El presidente Gustavo Petro calificó este domingo el fracking como “un inmenso error económico nacional” durante la instalación del Congreso 2026-2027, y anunció la presentación de un proyecto de ley para prohibir esta técnica de extracción de hidrocarburos en Colombia. En su discurso ante el Congreso de la República, el mandatario argumentó que la fracturación hidráulica aumenta la pobreza, destruye empleo y contradice la transición energética que su gobierno impulsa hacia la agricultura, la industria y el turismo. La declaración se produjo en el marco de la apertura de las sesiones ordinarias del Congreso, el 20 de julio de 2025.
El ministro de Minas y Energía saliente, Edwin Palma, confirmó que el proyecto de ley será presentado formalmente el mismo 20 de julio, junto con congresistas del Pacto Histórico. “He acordado con la ministra de Ambiente que el 20 de julio, durante la instalación del nuevo Congreso de la República, presentaremos junto con las y los congresistas del Pacto Histórico el proyecto de ley que prohíbe el fracking en Colombia”, declaró Palma. La iniciativa busca prohibir de forma expresa la fracturación hidráulica, una técnica que en Colombia no tiene producción comercial, pero cuyos pilotos de investigación integral están actualmente suspendidos.
Los costos ambientales y económicos del fracking
El debate sobre el fracking reabre con fuerza en un contexto de caída de reservas de hidrocarburos y la necesidad de importar gas desde diciembre de 2024 para cubrir la demanda interna, según señaló el exministro de Minas y Energía Amylkar Acosta. Sin embargo, el gobierno insiste en que los impactos ambientales son inasumibles. El profesor asociado de la Universidad de La Sabana, Néstor Sánchez, explicó que un solo pozo de fracking consume entre 264.000 y 2.600.000 galones de agua, equivalente al agua necesaria para abastecer 80 ciudades de 50.000 habitantes. Además, Sánchez advirtió que las emisiones fugitivas de metano —que tienen un impacto ambiental 28 veces mayor que el del dióxido de carbono— alcanzan en algunos lugares como Utah 60 toneladas por hora, mientras que la liberación de compuestos orgánicos volátiles está asociada a enfermedades respiratorias y cáncer. Aunque Sánchez no respalda una prohibición legal inmediata por razones de seguridad energética, sostiene que el fracking es insostenible ambientalmente.

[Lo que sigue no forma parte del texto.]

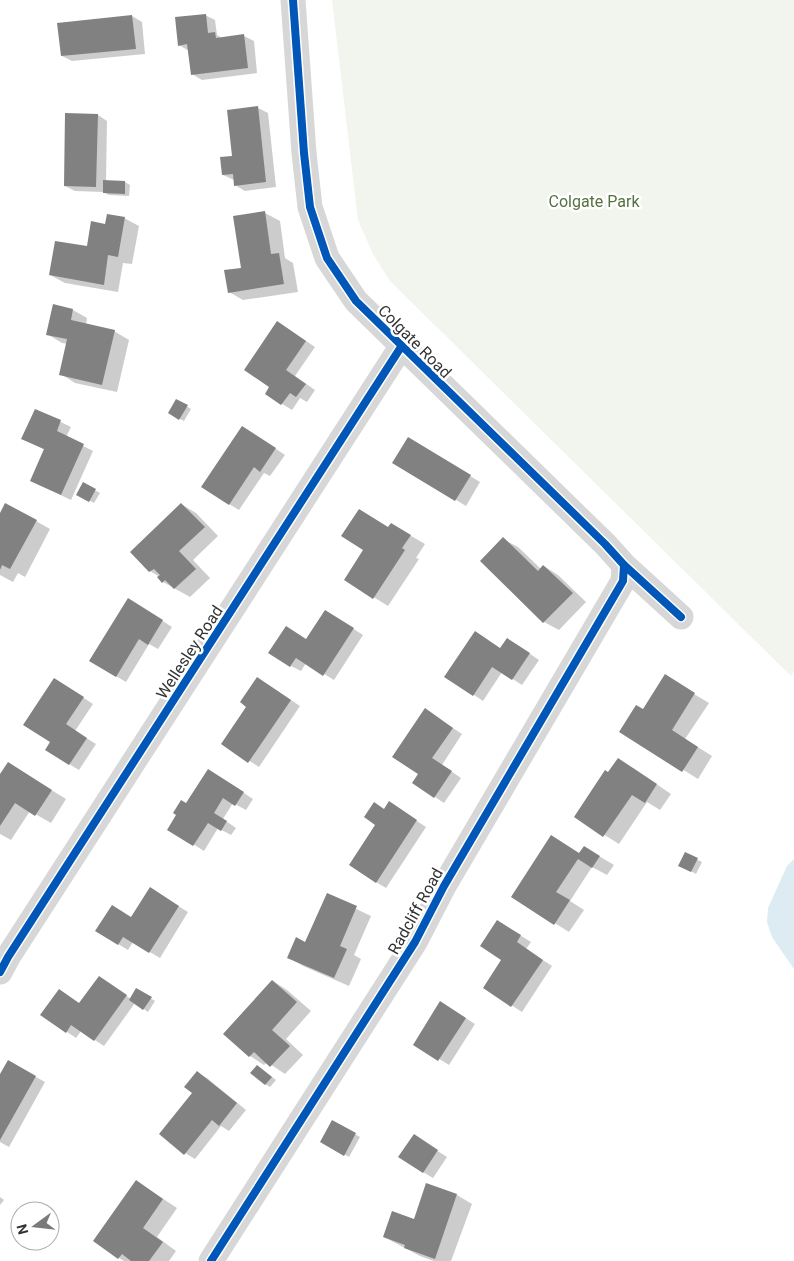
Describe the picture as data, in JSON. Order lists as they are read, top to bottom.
{
  "streets": {
    "street": ["Colgate Road", "Wellesley Road", "Radcliff Road"]
  },
  "crossings": [
    ["Colgate Road", "Wellesley Road"],
    ["Colgate Road", "Radcliff Road"]
  ],
  "parks": ["Colgate Park"],
  "north": "left"
}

Por su parte, el profesor David Celeita Rodríguez, también de la Universidad de La Sabana, aportó una perspectiva económica: señaló que en 2025 la participación de la cuenca del Permian, en Texas (Estados Unidos), en la producción de Ecopetrol representó cerca del catorce por ciento. Ecopetrol realiza fracking en esa cuenca a través de su participación con Occidental Petroleum, y esa producción genera dividendos e impuestos para Colombia, pero no regalías para los territorios colombianos. Celeita indicó que si el fracking se desarrollara en Colombia, podría aumentar reservas, producción y regalías para los territorios, pero exigió evaluar las dimensiones ambientales, sociales y de emisiones antes de cualquier decisión.
“Ir al fracking es un inmenso error económico nacional”
Gustavo Petro, Presidente de Colombia
“El metano tiene un impacto ambiental 28 veces mayor que el del dióxido de carbono”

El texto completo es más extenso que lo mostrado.